The objective of the Behavioral Cloning project is to apply Deep Learning techniques to effectively teach a car to drive autonomously in a simulated driving track. The simulator includes both training and autonomous modes, and two tracks on which the car can be driven. Data be collected from both training tracks which comprises a simple track and a more challenging track which includes hills, tight turns, and other features not included in the simple track. I will refer to the simple track as the "Training track" and the second more challenging track as the "Challenging Track"
Data is genereated whilst In training mode, user generated driving data is collected in the form of simulated car dashboard camera images and control data (steering angle, throttle, brake, speed). Using the Keras deep learning framework, a convolutional neural network (CNN) model is produced using the collected driving data (see model.py) and saved as model.json (with CNN weights saved as model.h5).

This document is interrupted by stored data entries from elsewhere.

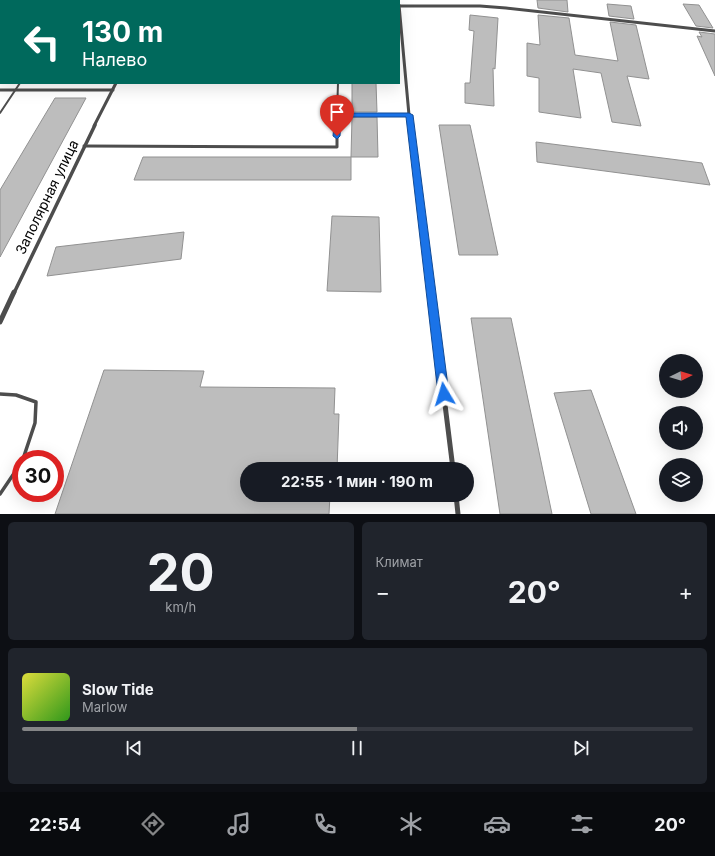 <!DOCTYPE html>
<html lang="ru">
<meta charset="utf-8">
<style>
:root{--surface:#171b24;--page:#20242c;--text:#f1f3f6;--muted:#9ea1a6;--line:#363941;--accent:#858687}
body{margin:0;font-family:Inter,sans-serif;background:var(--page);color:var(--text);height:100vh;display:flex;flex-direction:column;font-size:15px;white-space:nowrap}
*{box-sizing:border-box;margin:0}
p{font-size:13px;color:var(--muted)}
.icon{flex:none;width:22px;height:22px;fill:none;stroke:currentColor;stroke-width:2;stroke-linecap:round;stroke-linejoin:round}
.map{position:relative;height:514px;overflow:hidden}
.details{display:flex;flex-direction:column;gap:8px;padding:8px;background:#0d0f14;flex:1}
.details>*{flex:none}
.top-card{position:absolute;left:0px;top:0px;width:400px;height:84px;box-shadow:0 4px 16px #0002;background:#00695c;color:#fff;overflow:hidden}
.needle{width:26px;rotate:85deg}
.controls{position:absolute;left:659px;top:354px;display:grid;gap:8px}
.controls a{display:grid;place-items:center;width:44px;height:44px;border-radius:50%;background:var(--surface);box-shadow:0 4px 16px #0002;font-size:20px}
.speed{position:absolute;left:12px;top:450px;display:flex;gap:8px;font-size:20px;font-weight:700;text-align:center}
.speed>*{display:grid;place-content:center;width:52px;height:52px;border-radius:50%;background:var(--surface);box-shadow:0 4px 16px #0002;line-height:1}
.speed .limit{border:6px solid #d22;background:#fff;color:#111}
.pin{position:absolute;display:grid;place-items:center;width:34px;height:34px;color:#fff;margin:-41px -17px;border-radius:50% 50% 50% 0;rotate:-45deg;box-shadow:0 0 4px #0007}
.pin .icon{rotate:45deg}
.me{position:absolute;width:44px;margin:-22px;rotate:353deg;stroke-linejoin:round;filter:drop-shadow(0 0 3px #0008)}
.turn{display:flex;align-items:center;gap:14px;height:84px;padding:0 16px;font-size:18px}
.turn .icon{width:52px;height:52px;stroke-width:2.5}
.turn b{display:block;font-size:28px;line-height:34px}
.big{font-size:30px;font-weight:700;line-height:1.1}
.details .tile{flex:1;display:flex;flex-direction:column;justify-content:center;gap:6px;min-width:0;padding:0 14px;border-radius:6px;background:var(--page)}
.details .dial{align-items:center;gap:0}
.dial b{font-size:52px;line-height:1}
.song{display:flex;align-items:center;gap:12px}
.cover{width:48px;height:48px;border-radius:6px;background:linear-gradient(135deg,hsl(60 70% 55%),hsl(110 70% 35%))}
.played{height:4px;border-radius:2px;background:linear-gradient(90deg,var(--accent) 50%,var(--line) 50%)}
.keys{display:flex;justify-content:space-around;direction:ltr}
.heat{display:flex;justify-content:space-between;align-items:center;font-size:22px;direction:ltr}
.details .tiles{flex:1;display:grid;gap:8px;grid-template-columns:1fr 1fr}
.tile:last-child{grid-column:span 2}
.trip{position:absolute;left:240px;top:462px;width:234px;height:40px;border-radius:20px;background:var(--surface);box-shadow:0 4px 16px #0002;font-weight:700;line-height:40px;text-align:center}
.dock{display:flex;height:64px;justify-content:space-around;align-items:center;background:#090b0e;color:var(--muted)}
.dock .icon{width:28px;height:28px}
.dock .on{color:var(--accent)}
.dock b{font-size:18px;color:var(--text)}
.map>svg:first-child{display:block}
.building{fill:#bdbdbd;stroke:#919191}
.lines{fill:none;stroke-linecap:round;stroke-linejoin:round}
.lane-far2{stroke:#4d4d4d;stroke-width:2}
.lane-far1{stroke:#4d4d4d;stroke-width:3}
.lane{stroke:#4d4d4d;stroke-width:3.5}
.street-far2{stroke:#4d4d4d;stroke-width:3}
.street-far1{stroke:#4d4d4d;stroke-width:3.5}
.street{stroke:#4d4d4d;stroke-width:5}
.route{fill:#1a73e8;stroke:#114b97}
.labels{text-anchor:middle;stroke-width:3;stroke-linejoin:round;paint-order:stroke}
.street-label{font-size:14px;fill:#000;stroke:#fff}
</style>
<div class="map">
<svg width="715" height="514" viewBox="0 0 715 514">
<rect width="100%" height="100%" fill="#fff"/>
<g class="building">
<polygon points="537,0 567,0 568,12 538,8"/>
<polygon points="607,4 631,6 634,19 609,16"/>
<polygon points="683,4 699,5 713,28 696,26"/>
<polygon points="470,15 498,18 495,69 493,68 494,106 465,103 465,83 470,83 474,31 469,30"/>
<polygon points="538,15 569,18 575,55 618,61 610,22 636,25 649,79 627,76 641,126 612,122 601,73 573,69 581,118 539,112 539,78 527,76 527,43 540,45"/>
<polygon points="699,32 715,34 715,76 697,36 702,37"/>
<polygon points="352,83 376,83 377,112 352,112"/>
<polygon points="55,98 86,98 0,257 0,190"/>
<polygon points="352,117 377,117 378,157 351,157"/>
<polygon points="439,125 470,125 498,255 459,255"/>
<polygon points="536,142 702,163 710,185 537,162"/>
<polygon points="143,157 351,157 351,180 134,180"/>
<polygon points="332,216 379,217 381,292 327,291"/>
<polygon points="184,232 181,259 47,276 56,247"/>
<polygon points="471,318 511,318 552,514 500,514"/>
<polygon points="104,370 204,371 200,387 335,388 334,414 339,414 337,469 247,469 247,495 330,495 329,514 55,514"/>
<polygon points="591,390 636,514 591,514 554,393"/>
</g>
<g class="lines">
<g class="lane-far2">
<polyline points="0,113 20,83"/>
<polyline points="337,114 338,83"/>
<polyline points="337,126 337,114 409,115"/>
</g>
<polyline class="lane-far1" points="84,146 337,147 337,125"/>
<g class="lane">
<polyline points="0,394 16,395 36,402 35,423 23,459"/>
<polyline points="0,494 21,463"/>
</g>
<g class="street-far2">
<polyline points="399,5 410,126"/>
<polyline points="399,6 480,6 506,8 715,31"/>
<polyline points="0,90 113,90"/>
<polyline points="94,126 116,83"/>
</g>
<g class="street-far1">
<polyline points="410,125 431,293"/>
<polyline points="14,293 95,125"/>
</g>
<g class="street">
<polyline points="431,292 453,469"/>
<polyline points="0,322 14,292"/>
<polyline points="456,495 458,514"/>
</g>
</g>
<polygon class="route" points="335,113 409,113 413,115 449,394 448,397 444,399 440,397 438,394 406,117 341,117 340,136 337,139 333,136"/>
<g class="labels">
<g class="street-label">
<text transform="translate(47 197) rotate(-64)" y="5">Заполярная улица</text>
</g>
</g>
</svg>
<div class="controls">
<a><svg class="needle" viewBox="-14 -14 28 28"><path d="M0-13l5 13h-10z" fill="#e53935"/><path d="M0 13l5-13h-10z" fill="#9ea1a6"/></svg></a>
<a><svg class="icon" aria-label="sound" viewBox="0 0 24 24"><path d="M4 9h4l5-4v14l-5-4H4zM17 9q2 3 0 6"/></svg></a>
<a><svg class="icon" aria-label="layers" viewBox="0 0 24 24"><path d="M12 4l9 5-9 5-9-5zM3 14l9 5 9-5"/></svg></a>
</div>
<div class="speed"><div class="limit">30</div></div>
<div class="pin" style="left:337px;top:136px;background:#d93025"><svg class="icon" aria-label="arrive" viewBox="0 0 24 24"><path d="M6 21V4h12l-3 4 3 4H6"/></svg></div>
<svg class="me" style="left:444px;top:394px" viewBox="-20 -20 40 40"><path d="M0-17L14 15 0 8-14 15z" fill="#1a73e8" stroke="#fff" stroke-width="4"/></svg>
<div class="trip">22:55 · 1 мин · 190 m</div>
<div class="top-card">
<div class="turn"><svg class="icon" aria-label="left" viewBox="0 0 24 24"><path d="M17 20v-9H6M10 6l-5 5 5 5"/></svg><div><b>130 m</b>Налево</div></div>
</div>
</div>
<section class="details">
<div class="tiles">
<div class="tile dial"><b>20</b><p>km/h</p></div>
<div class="tile"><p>Климат</p>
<div class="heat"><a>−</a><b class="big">20°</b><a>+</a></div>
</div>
<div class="tile">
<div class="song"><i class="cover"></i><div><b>Slow Tide</b><p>Marlow</p></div></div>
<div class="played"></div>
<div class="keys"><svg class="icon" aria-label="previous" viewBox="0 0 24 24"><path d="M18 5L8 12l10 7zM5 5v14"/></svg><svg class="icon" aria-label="pause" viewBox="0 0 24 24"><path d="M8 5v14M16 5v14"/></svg><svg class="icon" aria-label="next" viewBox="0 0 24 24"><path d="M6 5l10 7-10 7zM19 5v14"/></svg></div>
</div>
</div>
</section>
<nav class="dock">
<b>22:54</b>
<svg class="icon on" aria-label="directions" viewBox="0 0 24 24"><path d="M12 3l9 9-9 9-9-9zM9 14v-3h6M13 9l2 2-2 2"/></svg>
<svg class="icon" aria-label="music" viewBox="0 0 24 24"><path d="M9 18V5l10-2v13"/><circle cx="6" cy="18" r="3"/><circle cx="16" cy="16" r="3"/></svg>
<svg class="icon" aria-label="phone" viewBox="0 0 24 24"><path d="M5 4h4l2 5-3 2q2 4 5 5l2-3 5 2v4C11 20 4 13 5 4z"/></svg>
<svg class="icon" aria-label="climate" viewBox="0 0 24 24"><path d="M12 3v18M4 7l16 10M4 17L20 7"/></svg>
<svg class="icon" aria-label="car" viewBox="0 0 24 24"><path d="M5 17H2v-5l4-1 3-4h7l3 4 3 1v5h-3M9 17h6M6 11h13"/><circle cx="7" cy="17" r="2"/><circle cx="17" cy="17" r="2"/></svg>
<svg class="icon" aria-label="filters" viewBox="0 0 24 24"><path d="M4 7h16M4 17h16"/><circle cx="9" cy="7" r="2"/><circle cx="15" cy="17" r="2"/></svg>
<b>20°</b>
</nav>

Using the saved model, drive.py (provided by Udacity, but amended slightly to ensure compatibility with the CNN model and to fine tune controls) starts up a local server to control the simulator in autonomous mode. The command to run the server is python drive.py model.json; the model weights are retrieved using the same name but with the extension .h5 (i.e. model.h5).
The challenge of this project is not only developing a CNN model that is able to drive the car around the test track without leaving the track boundary, but also feeding training data to the CNN in a way that allows the model to generalize well enough to drive in an environment it has not yet encountered (i.e. the challenge track).
To ensure a successful deep learning model data collection is key to a better performing model. During generation of the data on the Training Track, I tool the following approach:
- The car was driven in the center of the road as much as possible
- When the car veered off to the side, it recovered back to the center
- I generated more data by driving counter-clockwise to help the model generalize better
- Augmenting the data by flipping the images
- Collecting data from the Challenging Track to help the model generalize better
The simulator produces a csv file which includes file paths for each of these images, along with the associated steering angle, throttle, brake, and speed for each frame. My algorithm loads the file paths for all three camera views for each frame, along with the angle (adjusted by +0.15 for the left frame and -0.15 for the right), into two numpy arrays image_paths and angles.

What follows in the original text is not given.